Since the beginning, the zoonotic origin hypothesis has been advanced to counter the lab-leak theory, but while the latter began, and remains entirely conjectural, each datum of evidence that has emerged in the interim has served to corroborate the lab-leak theory. Michael Schellenberger, for instance, recently disclosed that the first infections were, in fact, workers as the Wuhan Institute of Virology.
Thanks for sharing, regardless of the motive. A spark, worthy to ignite the fire of storied and wonder.
Rene' Girard's work is well descibed here, and it is helpful for me to see this so well explained. Since the body of his work, holds horrors of the lynch mob, or the seasonal angst dis-ease, of yearly personal or community grievances.
The alchemical process of cooking up one's mind, and seeking resolve through ritual or ceremony, syntax or logic, is a rather involved group of actions, whose theme lingers over every movement.
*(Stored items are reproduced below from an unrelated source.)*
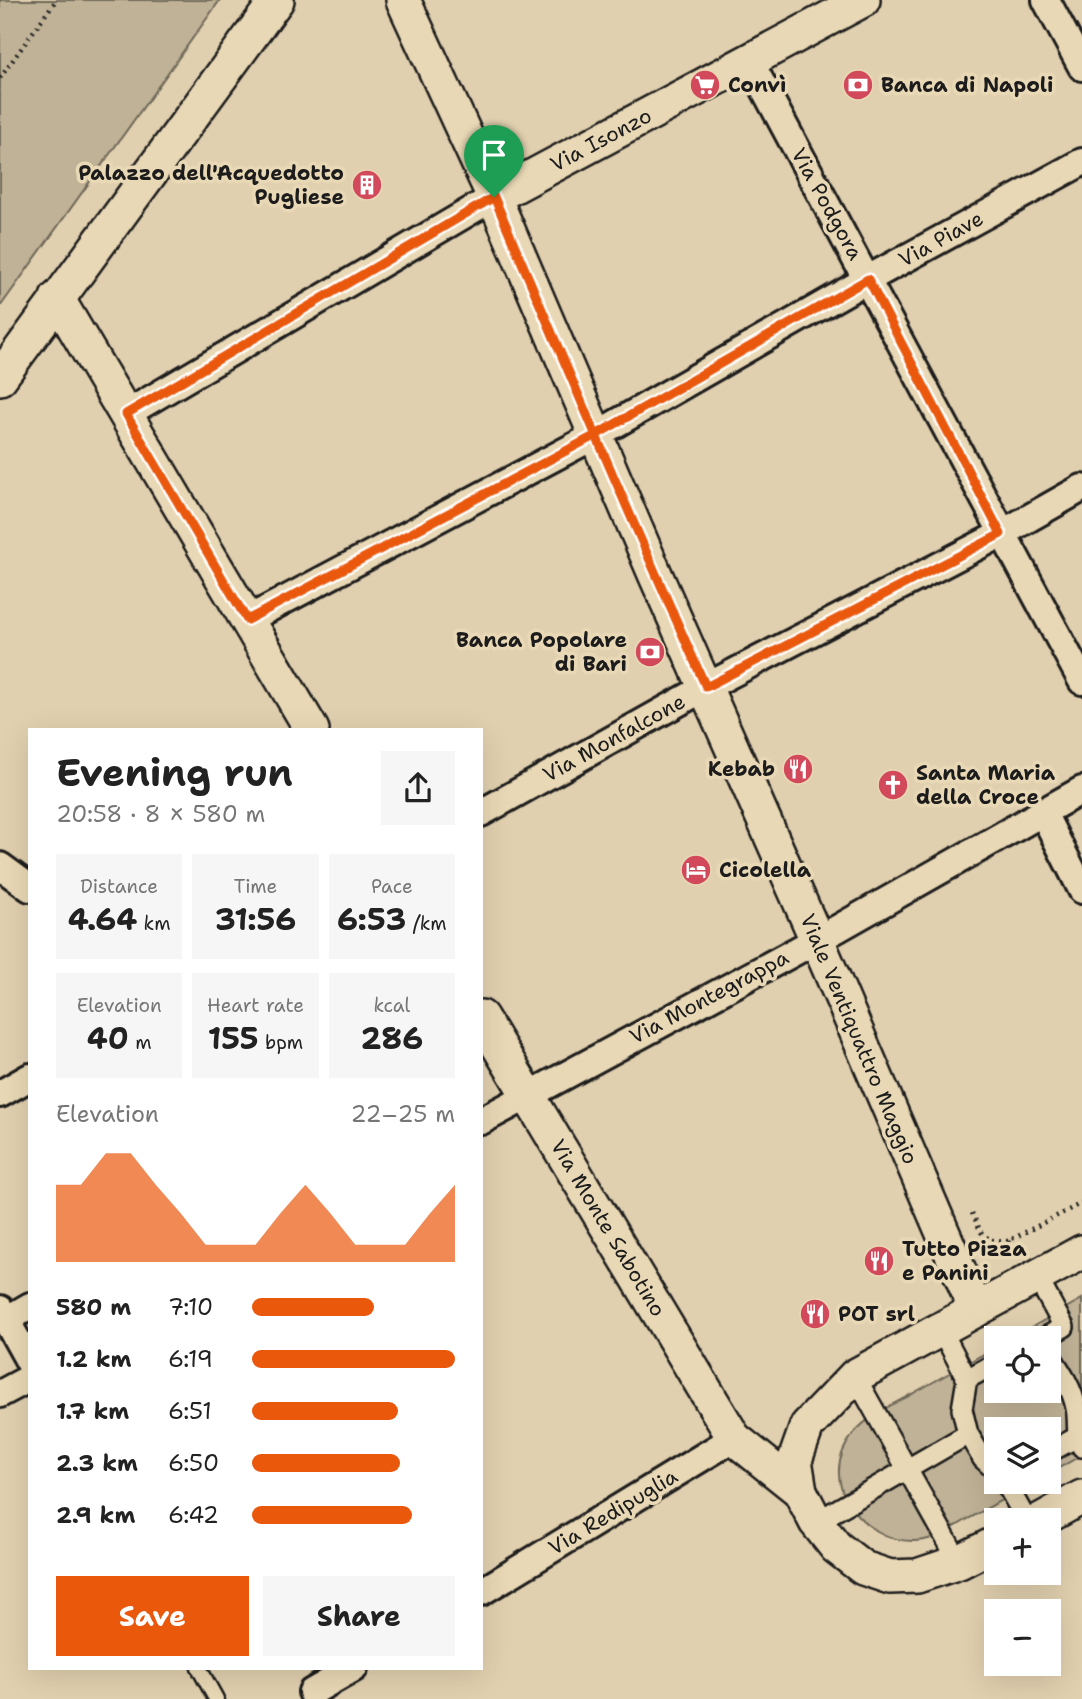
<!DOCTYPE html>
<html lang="en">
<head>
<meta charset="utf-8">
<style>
  :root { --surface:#fff; --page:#f6f6f6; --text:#222; --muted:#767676; --accent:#ea580c }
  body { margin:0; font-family:"Shantell Sans",sans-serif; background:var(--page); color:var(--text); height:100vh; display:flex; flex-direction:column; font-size:26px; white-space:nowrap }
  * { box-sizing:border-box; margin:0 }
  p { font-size:23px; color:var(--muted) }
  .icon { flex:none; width:38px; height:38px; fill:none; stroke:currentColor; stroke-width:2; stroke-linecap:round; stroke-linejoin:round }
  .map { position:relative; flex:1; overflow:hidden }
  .details { position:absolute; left:28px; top:728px; width:455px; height:942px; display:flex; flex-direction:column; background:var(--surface); border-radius:0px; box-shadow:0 7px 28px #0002 }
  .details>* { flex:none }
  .fabs { position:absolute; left:984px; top:1326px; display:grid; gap:14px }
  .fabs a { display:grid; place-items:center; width:77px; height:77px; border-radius:0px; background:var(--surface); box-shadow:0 7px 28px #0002; font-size:35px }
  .pin { position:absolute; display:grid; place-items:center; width:60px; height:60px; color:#fff; margin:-72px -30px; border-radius:50% 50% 50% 0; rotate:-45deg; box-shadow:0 0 7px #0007 }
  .pin .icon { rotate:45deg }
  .round { display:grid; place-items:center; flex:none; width:74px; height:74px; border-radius:0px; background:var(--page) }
  .overview { display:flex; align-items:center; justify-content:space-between; height:119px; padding:0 28px }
  h1 { font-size:38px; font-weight:700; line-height:52px }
  .stats { display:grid; grid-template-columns:repeat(3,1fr); gap:10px; height:119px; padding:7px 28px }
  .stats div { display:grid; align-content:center; border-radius:0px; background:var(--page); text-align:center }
  .stats b { font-size:30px; font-weight:700 }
  .stats small { font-size:19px; font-weight:400 }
  .stats p { font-size:19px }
  .chart { height:196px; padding:14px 28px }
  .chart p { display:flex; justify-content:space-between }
  .chart svg { width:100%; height:126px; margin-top:7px; fill:var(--accent); opacity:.7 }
  .primary-button { display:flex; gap:14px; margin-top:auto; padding:14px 28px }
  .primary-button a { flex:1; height:80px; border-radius:0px; background:var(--accent); color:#fff; font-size:28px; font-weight:700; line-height:80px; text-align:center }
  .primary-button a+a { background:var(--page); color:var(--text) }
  ul { padding:0 28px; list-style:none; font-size:23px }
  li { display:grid; grid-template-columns:112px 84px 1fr; align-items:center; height:52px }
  li i { height:18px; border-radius:9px; background:var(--accent) }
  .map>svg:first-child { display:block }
  .green { fill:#c0b296; stroke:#6e6759; stroke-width:2 }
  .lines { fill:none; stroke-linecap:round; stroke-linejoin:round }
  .service-casing { stroke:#1c1c1c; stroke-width:19 }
  .pedestrian-casing { stroke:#1c1c1c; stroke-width:24 }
  .minor-casing { stroke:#1c1c1c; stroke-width:32 }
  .tertiary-casing { stroke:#1c1c1c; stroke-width:38 }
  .path { stroke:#1c1c1c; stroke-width:4.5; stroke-dasharray:2 5; stroke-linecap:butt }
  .service { stroke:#e9d8b5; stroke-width:14 }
  .pedestrian { stroke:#e9d8b5; stroke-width:19 }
  .minor { stroke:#e9d8b5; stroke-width:26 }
  .tertiary { stroke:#e9d8b5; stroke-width:33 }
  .route-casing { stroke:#fff; stroke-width:14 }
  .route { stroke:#ea580c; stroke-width:9 }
  .labels { text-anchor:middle; stroke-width:7; stroke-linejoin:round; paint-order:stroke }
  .poi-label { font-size:21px; font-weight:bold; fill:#1c1c1c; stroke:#e9d8b5; text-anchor:start }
  .street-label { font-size:21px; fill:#1c1c1c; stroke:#e9d8b5 }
</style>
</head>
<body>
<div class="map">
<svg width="1082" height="1699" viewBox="0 0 1082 1699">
  <rect width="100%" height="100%" fill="#e1d0af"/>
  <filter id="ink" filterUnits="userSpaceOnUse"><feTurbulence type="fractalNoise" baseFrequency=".0143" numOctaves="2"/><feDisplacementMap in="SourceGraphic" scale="14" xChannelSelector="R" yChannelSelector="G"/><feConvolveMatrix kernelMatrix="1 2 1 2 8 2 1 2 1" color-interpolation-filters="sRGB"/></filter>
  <g filter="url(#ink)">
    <g class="green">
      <polygon points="0,0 220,0 0,307"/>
      <path d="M1082 1299V1455L1048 1474V1430H996V1482H1033C1011 1495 989 1507 968 1519 954 1527 940 1537 924 1540 892 1546 859 1525 845 1497 834 1474 838 1453 854 1433 869 1415 892 1405 912 1394 940 1378 968 1363 996 1347V1391H1048V1339H1011Z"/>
    </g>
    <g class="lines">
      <g class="service-casing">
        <polyline id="service" points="199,1668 216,1699"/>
      </g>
      <g class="pedestrian-casing">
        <g id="pedestrian">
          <polyline points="1037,1277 1064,1327 1042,1339"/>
          <polyline points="941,1329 967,1379 962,1409 968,1434 983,1459 996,1471"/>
          <path d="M1048 1352C1060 1370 1072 1387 1076 1408 1079 1422 1075 1433 1082 1447"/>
          <polyline points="855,1376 959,1562"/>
          <polyline points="967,1379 996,1363"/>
          <polyline points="1048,1453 1077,1437"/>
          <polyline points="1005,1482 1027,1521"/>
          <polyline points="816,1522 968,1434"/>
        </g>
      </g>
      <g class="minor-casing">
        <g id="minor">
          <polyline points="1046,0 1082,67"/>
          <polyline points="750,62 1082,681"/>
          <polyline points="126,414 494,197"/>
          <polyline points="247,620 596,435 868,279 1082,162"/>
          <polyline points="481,813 706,687 1001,534 1082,488"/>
          <polyline points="1043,813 1082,890"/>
          <polyline points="0,866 30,888"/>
          <polyline points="0,1094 30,1077"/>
          <polyline points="481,1121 837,929 1082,790"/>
          <polyline points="0,1309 30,1363"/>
          <polyline points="6,1320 30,1306"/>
          <polyline points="0,1394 30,1378"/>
          <polyline points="481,1592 734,1438"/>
          <polyline points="312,1692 354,1668"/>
        </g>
      </g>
      <g class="tertiary-casing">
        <g id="tertiary">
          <polyline points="403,0 494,197 655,574 817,940 976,1310"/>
          <polyline points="494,197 863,0"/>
          <polyline points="57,298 312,730"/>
          <polyline points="0,378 277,0"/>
          <polyline points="481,1017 734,1438 800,1491 816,1522 836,1547 863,1568 890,1577 917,1576 959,1562 996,1543"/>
          <polyline points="800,1491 795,1460 807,1426 855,1376 1082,1252"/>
          <polyline points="1039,1521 1082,1497"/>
        </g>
      </g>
      <g class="path">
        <polyline points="0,78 56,0"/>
        <polyline points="972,1213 981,1232 990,1240 1008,1241 1082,1203"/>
        <polyline points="1008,1241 1015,1256"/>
      </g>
      <use href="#service" class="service"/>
      <use href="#pedestrian" class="pedestrian"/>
      <use href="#minor" class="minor"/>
      <use href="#tertiary" class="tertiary"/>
    </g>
  </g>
  <g class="lines" filter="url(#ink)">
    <g class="route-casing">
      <path id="route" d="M494 197C564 361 633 525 706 687L1001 534 868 279 596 435 247 620 126 414 494 197"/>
    </g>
    <use href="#route" class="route"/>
  </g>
  <defs>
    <g id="supermarket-disc" transform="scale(1.575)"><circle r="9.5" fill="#d1495b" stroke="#e9d8b5"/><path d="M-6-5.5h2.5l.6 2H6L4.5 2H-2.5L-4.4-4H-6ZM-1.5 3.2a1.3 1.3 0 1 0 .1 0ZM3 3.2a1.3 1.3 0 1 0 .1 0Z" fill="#fff"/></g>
    <g id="bank-disc" transform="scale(1.575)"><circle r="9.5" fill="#d1495b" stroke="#e9d8b5"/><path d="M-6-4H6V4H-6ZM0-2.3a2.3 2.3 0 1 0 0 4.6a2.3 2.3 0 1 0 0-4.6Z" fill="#fff"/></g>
    <g id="building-disc" transform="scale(1.575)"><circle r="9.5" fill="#d1495b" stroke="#e9d8b5"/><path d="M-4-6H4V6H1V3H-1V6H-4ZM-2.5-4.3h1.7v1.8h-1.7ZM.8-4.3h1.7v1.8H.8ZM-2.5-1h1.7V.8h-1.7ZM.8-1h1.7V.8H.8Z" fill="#fff"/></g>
    <g id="restaurant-disc" transform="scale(1.575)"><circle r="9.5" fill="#d1495b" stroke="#e9d8b5"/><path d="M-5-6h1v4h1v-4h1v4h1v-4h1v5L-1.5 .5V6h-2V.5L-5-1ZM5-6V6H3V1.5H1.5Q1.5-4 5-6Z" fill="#fff"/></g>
    <g id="church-disc" transform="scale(1.575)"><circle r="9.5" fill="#d1495b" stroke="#e9d8b5"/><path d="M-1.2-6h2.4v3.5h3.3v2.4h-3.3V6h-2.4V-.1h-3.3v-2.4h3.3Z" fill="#fff"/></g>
    <g id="hotel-disc" transform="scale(1.575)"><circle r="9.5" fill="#d1495b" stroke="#e9d8b5"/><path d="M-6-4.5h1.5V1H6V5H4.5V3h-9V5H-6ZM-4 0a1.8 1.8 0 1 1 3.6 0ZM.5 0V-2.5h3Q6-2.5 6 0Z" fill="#fff"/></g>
  </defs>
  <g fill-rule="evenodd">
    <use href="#supermarket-disc" x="705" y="85"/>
    <use href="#bank-disc" x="858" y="85"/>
    <use href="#building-disc" x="367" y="185"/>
    <use href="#bank-disc" x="650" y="652"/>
    <use href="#restaurant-disc" x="798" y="769"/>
    <use href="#church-disc" x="893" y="785"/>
    <use href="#hotel-disc" x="696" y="870"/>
    <use href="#restaurant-disc" x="879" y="1261"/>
    <use href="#restaurant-disc" x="815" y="1314"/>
  </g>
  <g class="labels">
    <g class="poi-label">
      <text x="728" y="92">Convì</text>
      <text x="881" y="92">Banca di Napoli</text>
      <text x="344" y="180" text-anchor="end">Palazzo dell'Acquedotto<tspan x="344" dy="24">Pugliese</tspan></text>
      <text x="627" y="647" text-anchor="end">Banca Popolare<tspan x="627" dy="24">di Bari</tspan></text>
      <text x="775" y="776" text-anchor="end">Kebab</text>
      <text x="916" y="780">Santa Maria<tspan x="916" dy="24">della Croce</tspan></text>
      <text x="719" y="877">Cicolella</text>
      <text x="902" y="1256">Tutto Pizza<tspan x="902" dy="24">e Panini</tspan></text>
      <text x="838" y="1321">POT srl</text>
    </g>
    <g class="street-label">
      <text transform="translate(601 140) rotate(-28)" y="7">Via Isonzo</text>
      <text transform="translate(827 204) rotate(61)" y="7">Via Podgora</text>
      <text transform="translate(941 239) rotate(-29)" y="7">Via Piave</text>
      <text transform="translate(614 738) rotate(-29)" y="7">Via Monfalcone</text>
      <text transform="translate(709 997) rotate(-28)" y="7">Via Montegrappa</text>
      <text transform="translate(859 1039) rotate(67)" y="7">Viale Ventiquattro Maggio</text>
      <text transform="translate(608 1228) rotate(59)" y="7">Via Monte Sabotino</text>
      <text transform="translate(613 1512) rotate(-31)" y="7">Via Redipuglia</text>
    </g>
  </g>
</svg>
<div class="fabs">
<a><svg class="icon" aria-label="locate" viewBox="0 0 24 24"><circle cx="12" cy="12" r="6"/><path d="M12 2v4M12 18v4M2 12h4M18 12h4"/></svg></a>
<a><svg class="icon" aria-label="layers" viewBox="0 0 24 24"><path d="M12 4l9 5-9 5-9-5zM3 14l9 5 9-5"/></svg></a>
<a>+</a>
<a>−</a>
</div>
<div class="pin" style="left:494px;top:197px;background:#1e9e55"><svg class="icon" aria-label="arrive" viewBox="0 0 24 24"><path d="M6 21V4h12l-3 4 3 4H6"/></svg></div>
<section class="details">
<div class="overview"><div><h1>Evening run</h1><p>20:58 · 8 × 580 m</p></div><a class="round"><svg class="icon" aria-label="share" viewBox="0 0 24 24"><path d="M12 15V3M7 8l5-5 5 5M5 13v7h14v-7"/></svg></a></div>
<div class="stats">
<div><p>Distance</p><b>4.64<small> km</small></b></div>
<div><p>Time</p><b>31:56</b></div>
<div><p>Pace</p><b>6:53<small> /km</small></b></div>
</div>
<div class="stats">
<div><p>Elevation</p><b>40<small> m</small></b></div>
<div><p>Heart rate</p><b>155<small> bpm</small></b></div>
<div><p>kcal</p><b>286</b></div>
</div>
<div class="chart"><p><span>Elevation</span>22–25 m</p>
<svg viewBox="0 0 160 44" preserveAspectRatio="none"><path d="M0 44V17L10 17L20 6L30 6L40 17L50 27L60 38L70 38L80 38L90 27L100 17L110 27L120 38L130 38L140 38L150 27L160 17V44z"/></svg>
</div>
<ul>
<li><b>580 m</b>7:10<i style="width:60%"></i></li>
<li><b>1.2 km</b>6:19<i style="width:100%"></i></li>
<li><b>1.7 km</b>6:51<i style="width:72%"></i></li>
<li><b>2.3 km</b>6:50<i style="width:73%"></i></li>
<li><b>2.9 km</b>6:42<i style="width:79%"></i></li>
</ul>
<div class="primary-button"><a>Save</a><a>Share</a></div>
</section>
</div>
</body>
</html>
Morality, whether for the community's culture, or for the legal culture of governance, can also show itself in economy of home, and relations. Industry for profit, or industry for utility.
Your mentioning of dominon, as being seen by some as domination, is poignant. Hence tyranical, authoritarian actions can appear as disharmonious, without form or righteous justice.
In the realm of governance, form takes the appearance of Law, Courts of Civil appeal for mercy or/and grace to the people's court. Here Culture meet between governance by law as compared to actual circumstance of the Cultural conditions or the economic industrial conditions. Both commerse and culture, have their mitigating circumstances, while one might expect governance to be an unbending rule of law, absent of its "spirit", law enforcement has many courts of appeal.
I write all this, simply to add an odd esoteric nuance to having "dominion" over the life in our times. Dominion, as you hinted, establishes form. HOW ONE PERFORMS STEWARDSHIP. Caretending and nurturing has more inherent patience than dictating or executing any entity that is outside our ability to order.
Within the realm of emminationist hierachies, we have the quality of wisdom ( foresight and order) as well as the consequential quality of movements. Bears don't fly. Form limits one's mastery over air, water, earth or warmth/coldness.
The mirrored book, reflects from other cultures too. Form allows Movement, according to wise functions.
Perdsian leadership, was noted as a meritocracy, where the informed and qualified are encouraged to guide or steward cultural stabilities. The old Chinese way, was for a Civil Servant to deminstrate aptitude in the "test by 10,000 questions", hence qualifing one for duties in a community, by merit of familiarity and reasoning.
How exactly we expect science to show difference to; cultural conditions, political legal conditions, or the economy of home within trade and the crafts, is a delicate art of "forming". Does the form have room for the spirit of new discoveries? Are all "movements" accounted for, by wise memory or wise expectation?